1. 2001-Present Honda Civic

The Honda Civic is one of the gold standards of first cars. If properly maintained, the car can go for well over 250,000 miles without any issues.

As one of the most popular cars in the world, spares are easy to come by and repairs are relatively affordable. And, there is large aftermarket support for the car, so kids can customize a Civic to their liking for not much money.

2. 1999-2006 Toyota Celica

The Toyota Celica  is a sporty, fun little car. Powered by either a 140 or 180 horsepower four-cylinder engine, the Celica’s spirited performance does not diminish its high fuel economy ratings – important for traveling college students.

This model was a favorite of racers, so beware of cars that have been worn out.

3. 1998-2004 Toyota Tacoma

The Tacoma is great for the outdoors lover – it offers rugged off-road capability in addition to Toyota’s strong build quality.

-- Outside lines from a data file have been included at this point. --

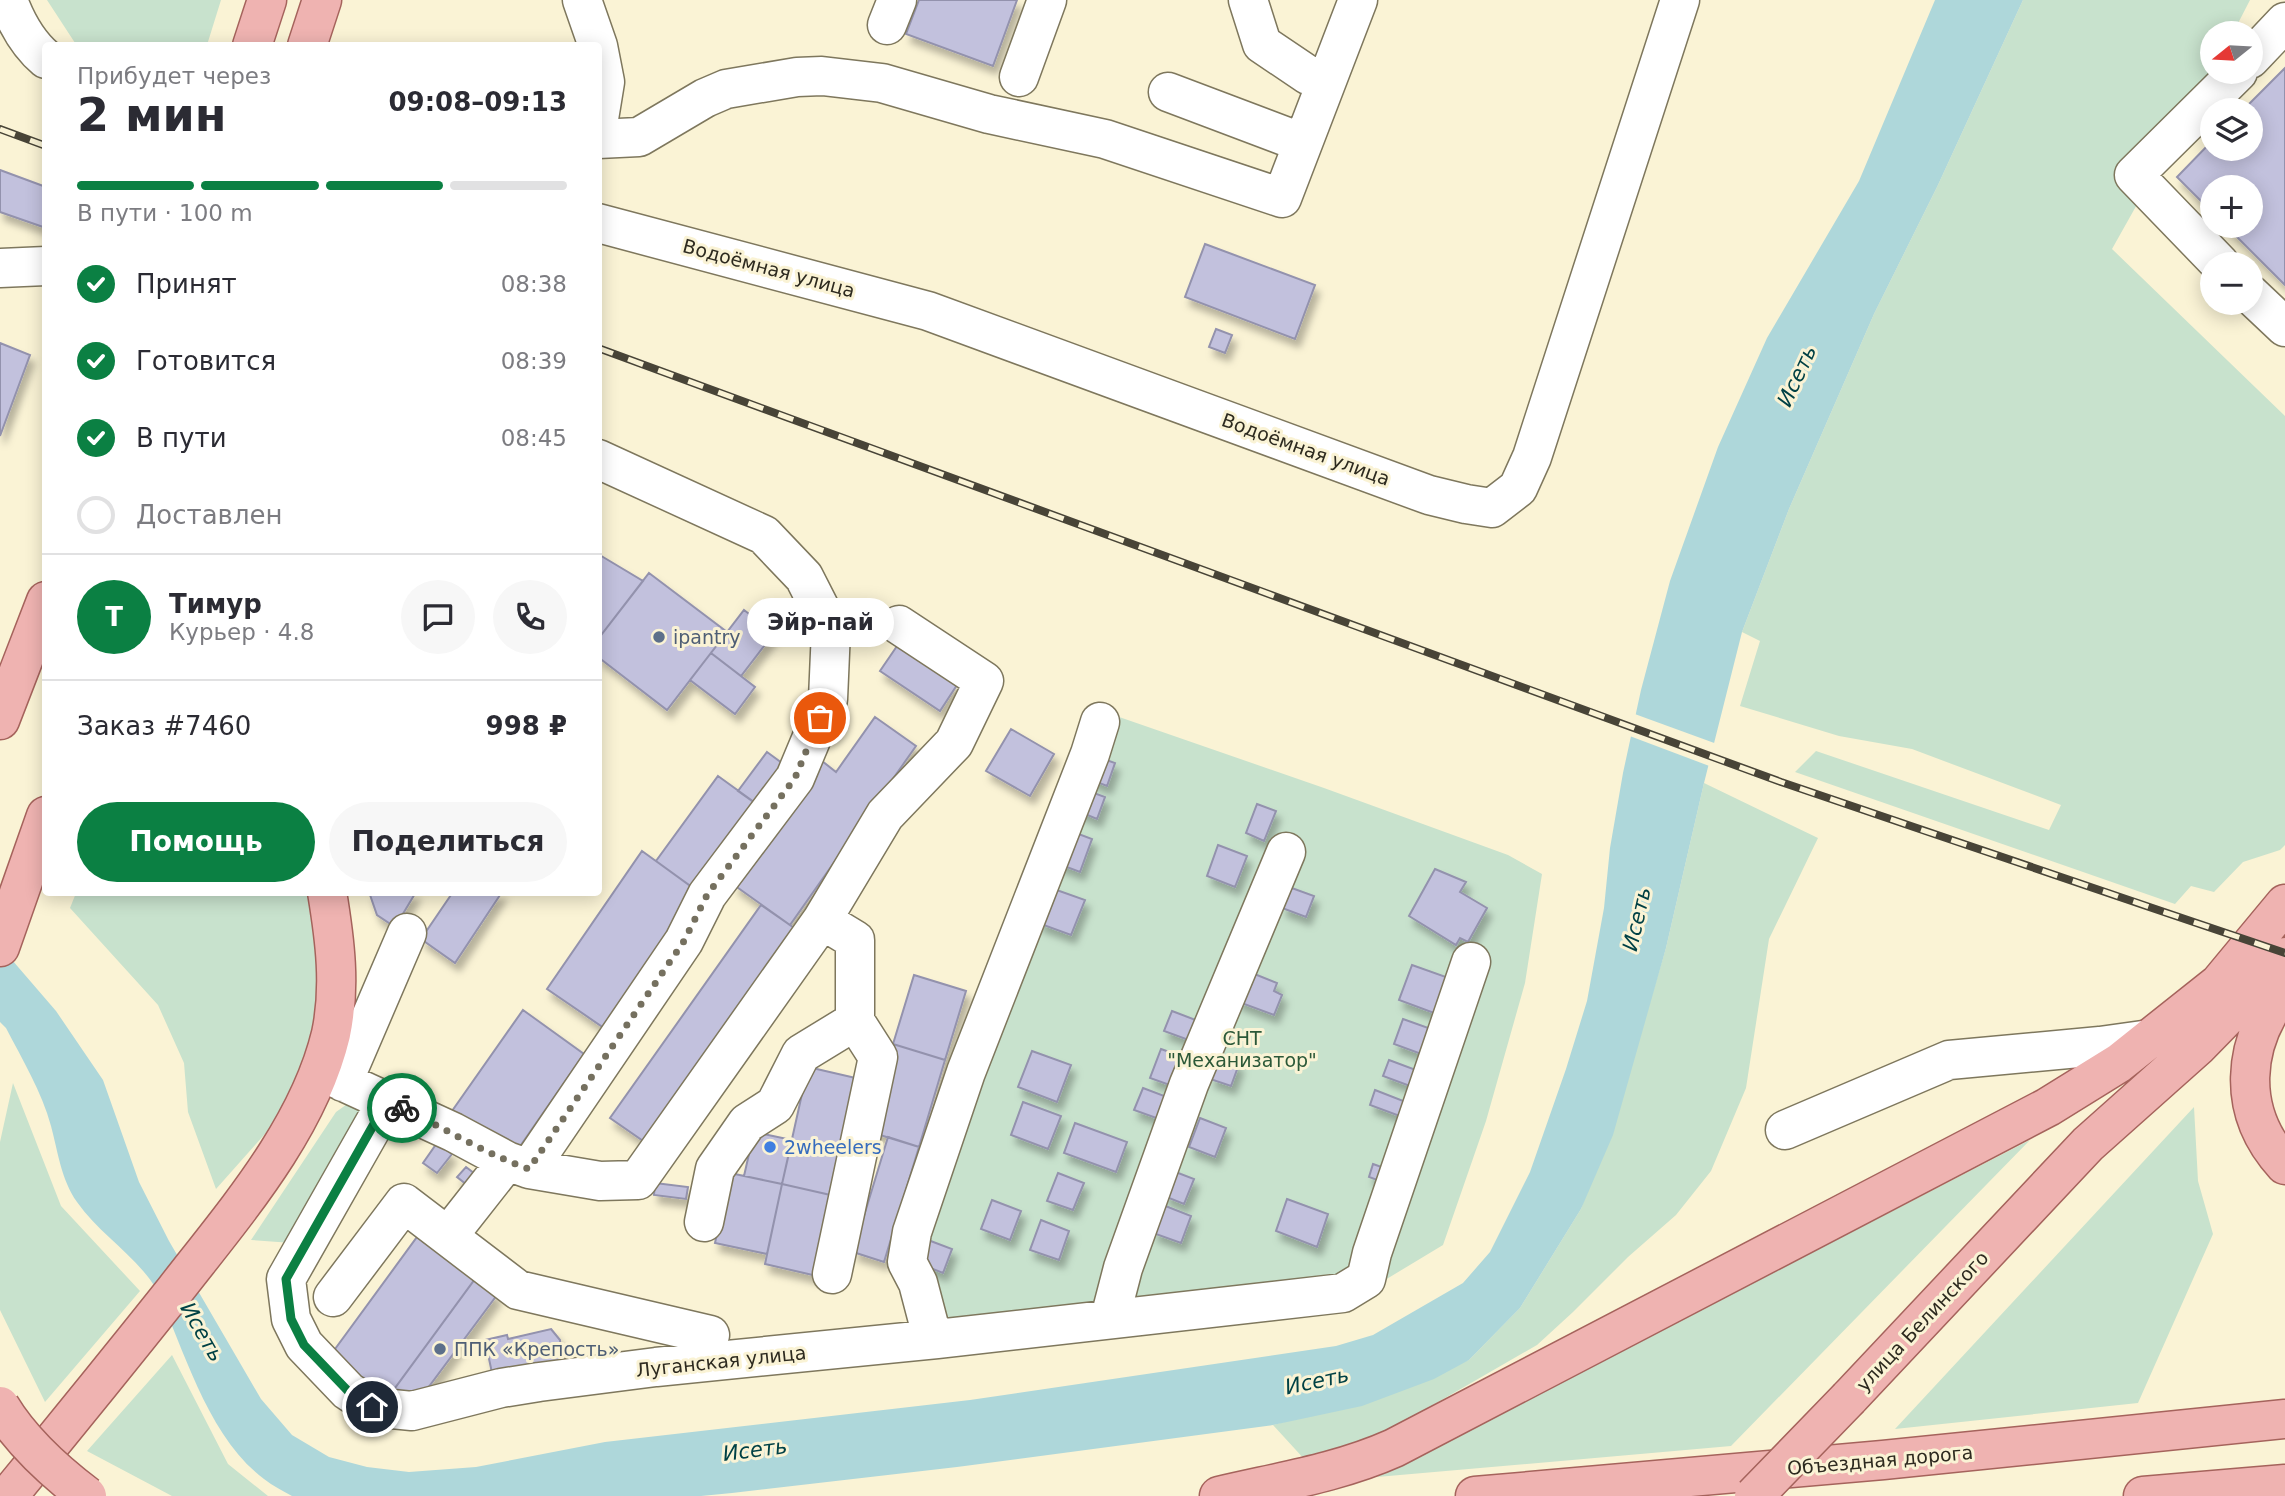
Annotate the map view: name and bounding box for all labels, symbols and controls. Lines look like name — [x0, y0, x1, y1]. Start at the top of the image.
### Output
north arrow — [2200, 21, 2263, 84]
map controls — [2200, 21, 2263, 315]
text: Прибудет через — [77, 63, 271, 89]
text: 09:08–09:13 — [388, 87, 567, 117]
text: 2 мин — [77, 88, 227, 142]
button: layers — [2200, 98, 2263, 161]
button: + — [2200, 175, 2263, 238]
text: В пути · 100 m — [77, 200, 253, 226]
street label: Водоёмная улица — [681, 234, 857, 302]
button: − — [2200, 252, 2263, 315]
icon: check — [77, 265, 115, 303]
text: Принят — [136, 269, 237, 299]
text: 08:38 — [501, 271, 567, 297]
icon: check — [77, 342, 115, 380]
water label: Исеть — [1772, 342, 1822, 410]
text: Готовится — [136, 346, 276, 376]
text: 08:39 — [501, 348, 567, 374]
street label: Водоёмная улица — [1219, 408, 1393, 490]
icon: check — [77, 419, 115, 457]
text: В пути — [136, 423, 227, 453]
text: 08:45 — [501, 425, 567, 451]
text: Доставлен — [136, 500, 283, 530]
button: chat — [401, 580, 475, 654]
button: phone — [493, 580, 567, 654]
text: Тимур — [169, 589, 262, 619]
callout: Эйр-пай — [746, 599, 894, 648]
text: Т — [105, 602, 123, 632]
text: Эйр-пай — [767, 609, 874, 635]
text: Курьер · 4.8 — [169, 619, 314, 645]
place label: ipantry — [673, 626, 741, 648]
marker: ipantry — [651, 629, 667, 645]
pin — [790, 688, 850, 748]
icon: bag — [801, 699, 839, 737]
text: Заказ #7460 — [77, 711, 251, 741]
text: 998 ₽ — [486, 711, 567, 741]
button: Помощь — [77, 802, 315, 882]
button: Поделиться — [329, 802, 567, 882]
water label: Исеть — [1618, 885, 1656, 953]
park label: СНТ "Механизатор" — [1167, 1027, 1317, 1071]
courier — [367, 1073, 437, 1143]
icon: bike — [383, 1089, 421, 1127]
place label: 2wheelers — [784, 1136, 882, 1158]
marker: 2wheelers — [762, 1139, 778, 1155]
street label: улица Белинского — [1851, 1247, 1993, 1395]
water label: Исеть — [175, 1298, 229, 1366]
place label: ППК «Крепость» — [454, 1338, 619, 1360]
marker: ППК «Крепость» — [432, 1341, 448, 1357]
street label: Луганская улица — [635, 1341, 807, 1381]
water label: Исеть — [1283, 1363, 1351, 1399]
pin — [342, 1377, 402, 1437]
icon: home — [353, 1388, 391, 1426]
water label: Исеть — [721, 1434, 789, 1466]
street label: Объездная дорога — [1786, 1441, 1974, 1479]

The truck’s available four -and six-cylinder powerplants offer good performance, but some may find them a bit thirsty when it comes to fuel.

4. 2005-2014 Ford Mustang

What teenager doesn’t appreciate the affordable muscle of a Mustang? Available with both V-6 and V-8 options, the recommended version is the mid-level Mustang GT with the 5.0 liter V-8 (assuming your young driver can keep their foot from going to the floor).

RELATED: Here are some things you might not know about the Ford Mustang

Though the V-6 is slightly more efficient than the 5.0, the performance drop-off and lack of GT trim go-fast goodies makes the bigger motor the optimal choice.

5. 1998-2005 Lexus IS300

The IS300 manages to offer Lexus brand cache and build quality in an affordable yet stylish package. It’s not as popular as the BMW 3-series, but older BMWs have faced high repair costs in the past.

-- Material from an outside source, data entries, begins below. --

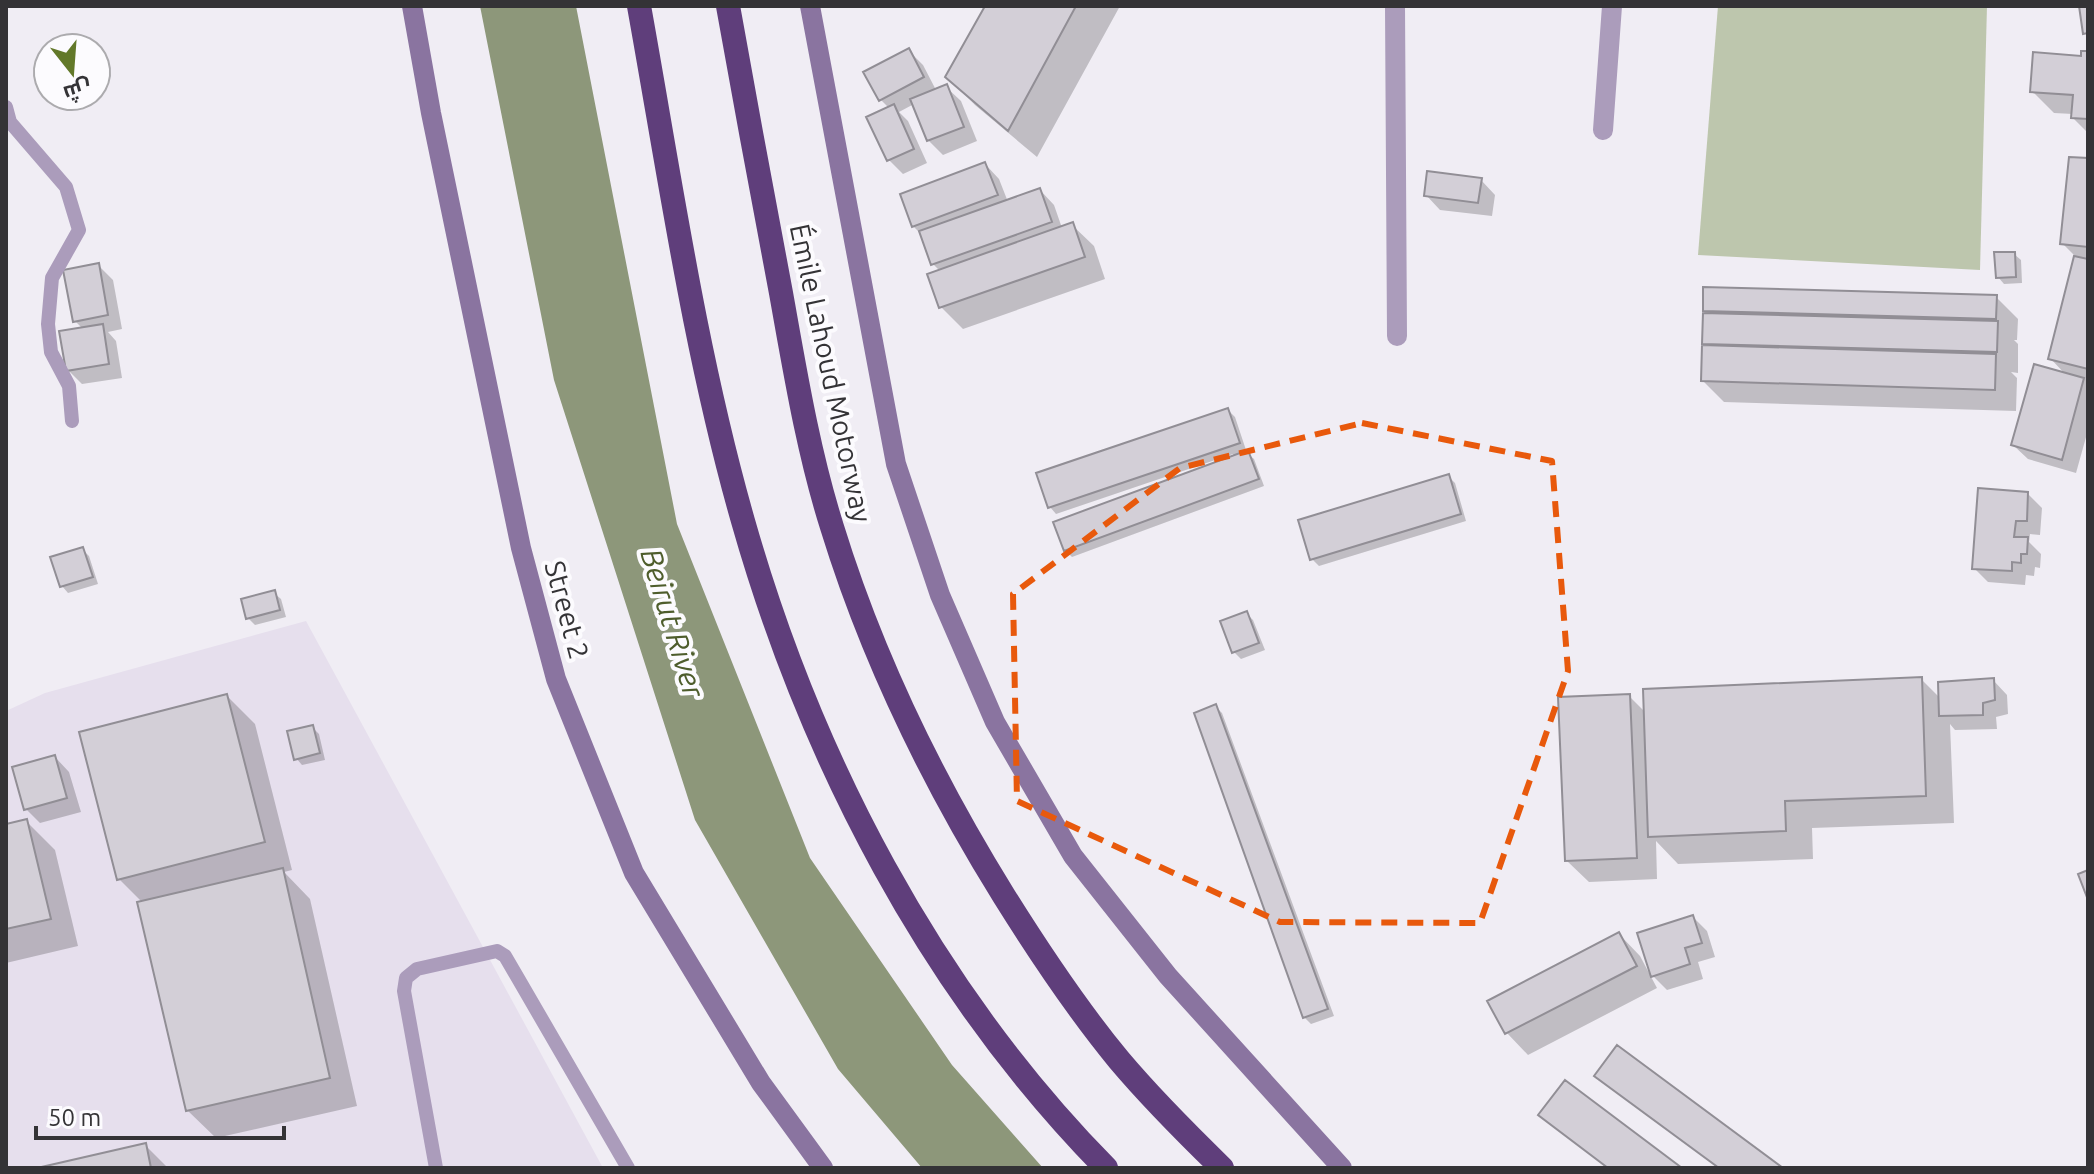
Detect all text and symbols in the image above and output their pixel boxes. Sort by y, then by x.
north arrow [32,32,112,112]
text: ش [60,74,95,108]
street label: Émile Lahoud Motorway [785,221,879,525]
water label: Beirut River [634,544,712,703]
street label: Street 2 [540,557,595,662]
scale bar [36,1090,284,1140]
text: 50 m [48,1104,101,1131]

For drivers that need to haul more stuff, the IS300 even offers a Sportcross wagon large enough to fit most mountain bikes or other sports equipment.

6. 2006-Present Honda Fit

The Fit has been a success for Honda, offering fun, versatility, and reliability in a compact package.

The earliest used examples of the car represent the tail end of the first generation model, which was replaced with a second generation in 2009. Both generations of the Fit are powered by Honda’s trusty 1.5-liter inline four-cylinder engine.

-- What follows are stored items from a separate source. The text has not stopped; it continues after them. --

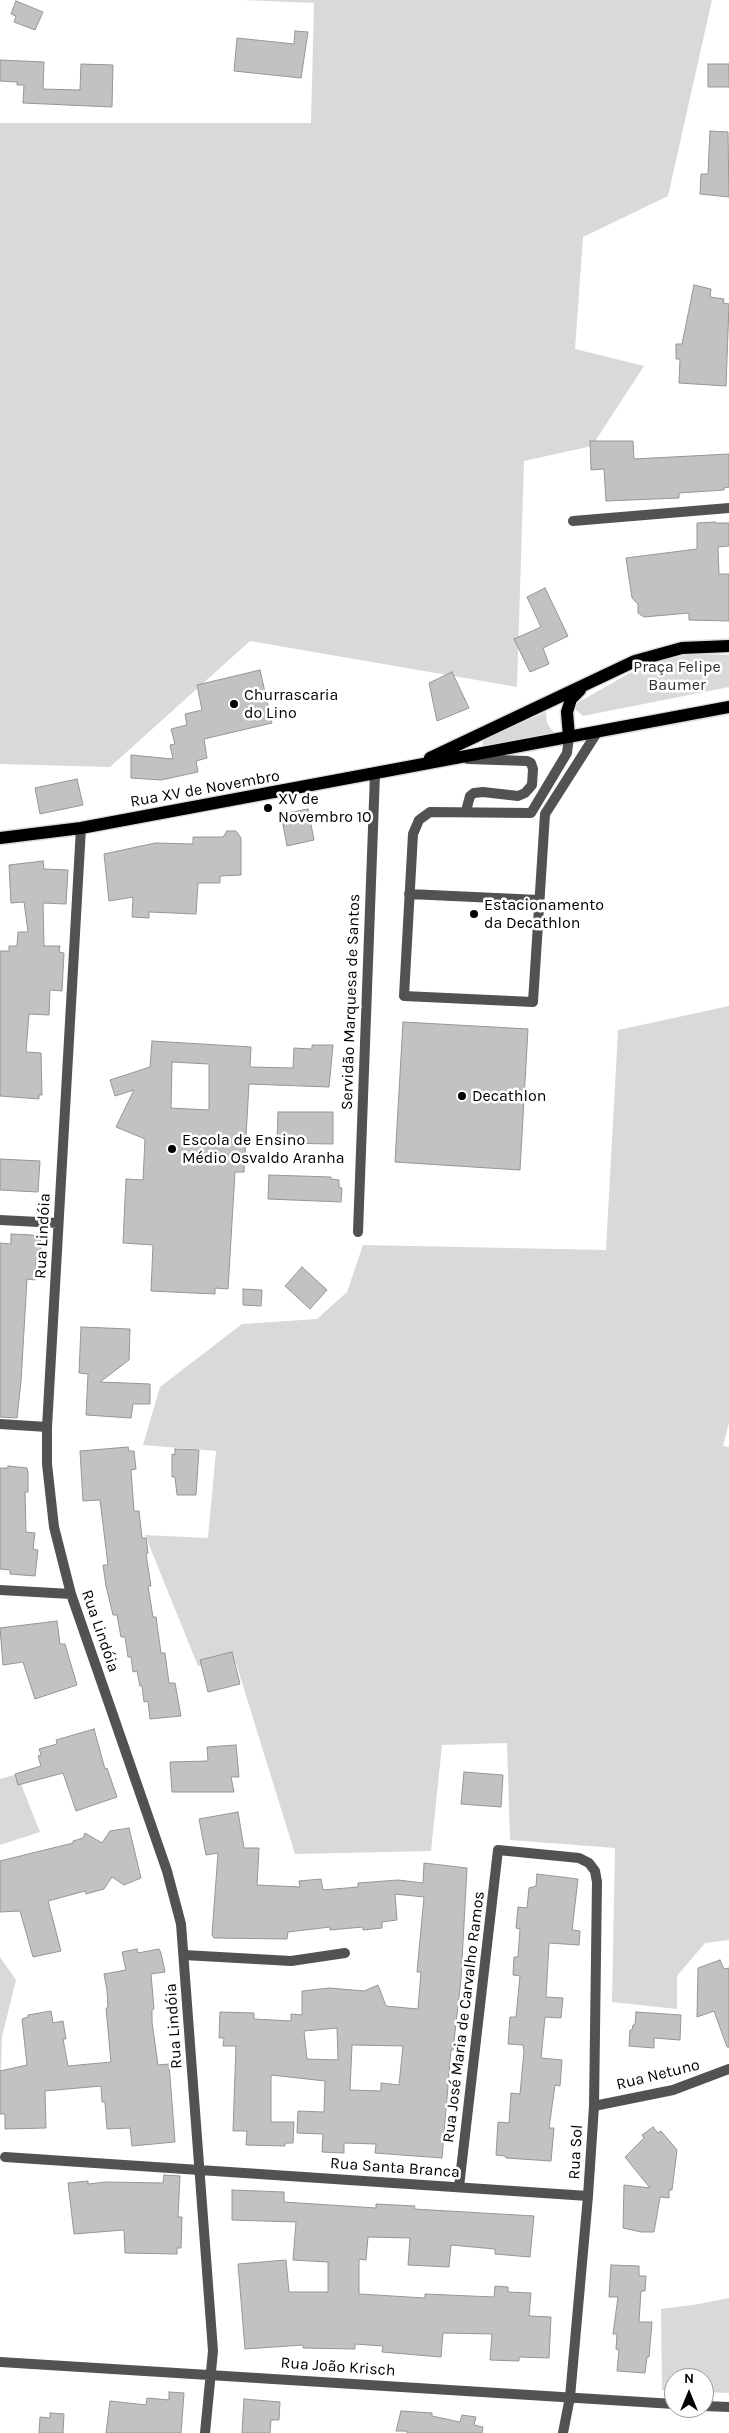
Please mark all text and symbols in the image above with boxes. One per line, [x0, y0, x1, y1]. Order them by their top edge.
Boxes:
park label: Praça Felipe Baumer [633, 657, 721, 695]
place label: Churrascaria do Lino [244, 685, 338, 723]
marker: Churrascaria do Lino [228, 698, 240, 710]
street label: Rua XV de Novembro [129, 766, 281, 812]
place label: XV de Novembro 10 [278, 789, 372, 827]
marker: XV de Novembro 10 [262, 802, 274, 814]
street label: Servidão Marquesa de Santos [338, 893, 364, 1111]
place label: Estacionamento da Decathlon [484, 895, 604, 933]
marker: Estacionamento da Decathlon [468, 908, 480, 920]
place label: Decathlon [472, 1086, 546, 1106]
marker: Decathlon [456, 1090, 468, 1102]
place label: Escola de Ensino Médio Osvaldo Aranha [182, 1130, 345, 1168]
marker: Escola de Ensino Médio Osvaldo Aranha [166, 1143, 178, 1155]
street label: Rua Lindóia [31, 1193, 55, 1279]
street label: Rua Lindóia [77, 1587, 123, 1675]
street label: Rua José Maria de Carvalho Ramos [439, 1890, 489, 2144]
street label: Rua Lindóia [161, 1983, 187, 2069]
street label: Rua Netuno [614, 2055, 702, 2095]
street label: Rua Sol [565, 2124, 587, 2180]
street label: Rua Santa Branca [329, 2154, 461, 2182]
street label: Rua João Krisch [280, 2353, 396, 2381]
north arrow [664, 2368, 714, 2418]
text: N [684, 2370, 694, 2387]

7. 2002-2007 Toyota Highlander

For the student needing to cart lots of stuff off to college, the Toyota Highlander is a solid crossover SUV.

While it does not have the off-road capabilities of the Tacoma, the Highlander’s four-wheel drive system offers solid bad weather performance and gives drivers a reassuring sense of solidity.

8. 2002-Present Honda CR-V

Since its launch in 1997, the CR-V has been another solidly reliable entry from Honda. It offers a strong blend of economy, utility and Honda’s well-known track record for reliability.

Though some may find the CR-V’s smallish four-cylinder engine to be a tad underpowered, it is more than acceptable for most daily commutes.

Honda has also included a host of fun features like a collapsible center console and an in-car picnic table.

9. 2004.5-2012 Volvo S40

The second generation S40 sedan is Volvo’s take on a small, stylish, and sporty sedan.  It is still filled with the other s-word that Volvo is known for – safety.

Power for the S40 comes from Volvo’s venerable inline five-cylinder. The base version pumps out a respectable 168 horsepower, while sportier turbocharged variants produces as much as 227 ponies.

10. 2012-Present Ford Focus

The Focus has been a popular performer for Ford for several years. Its power comes from a 2.0 liter 160 horsepower inline four cylinder engine.

People looking for higher performance can opt for the critically acclaimed 252 hp Focus ST — though even used examples of the model may be pricey.

Buying your first car? These are your 10 best options Action News Jax
Joshua Trudell About the author:
Joshua Trudell is a freelance writer, photographer and graphic designer living in New Hampshire. Follow Joshua on Twitter and Facebook and check out his website.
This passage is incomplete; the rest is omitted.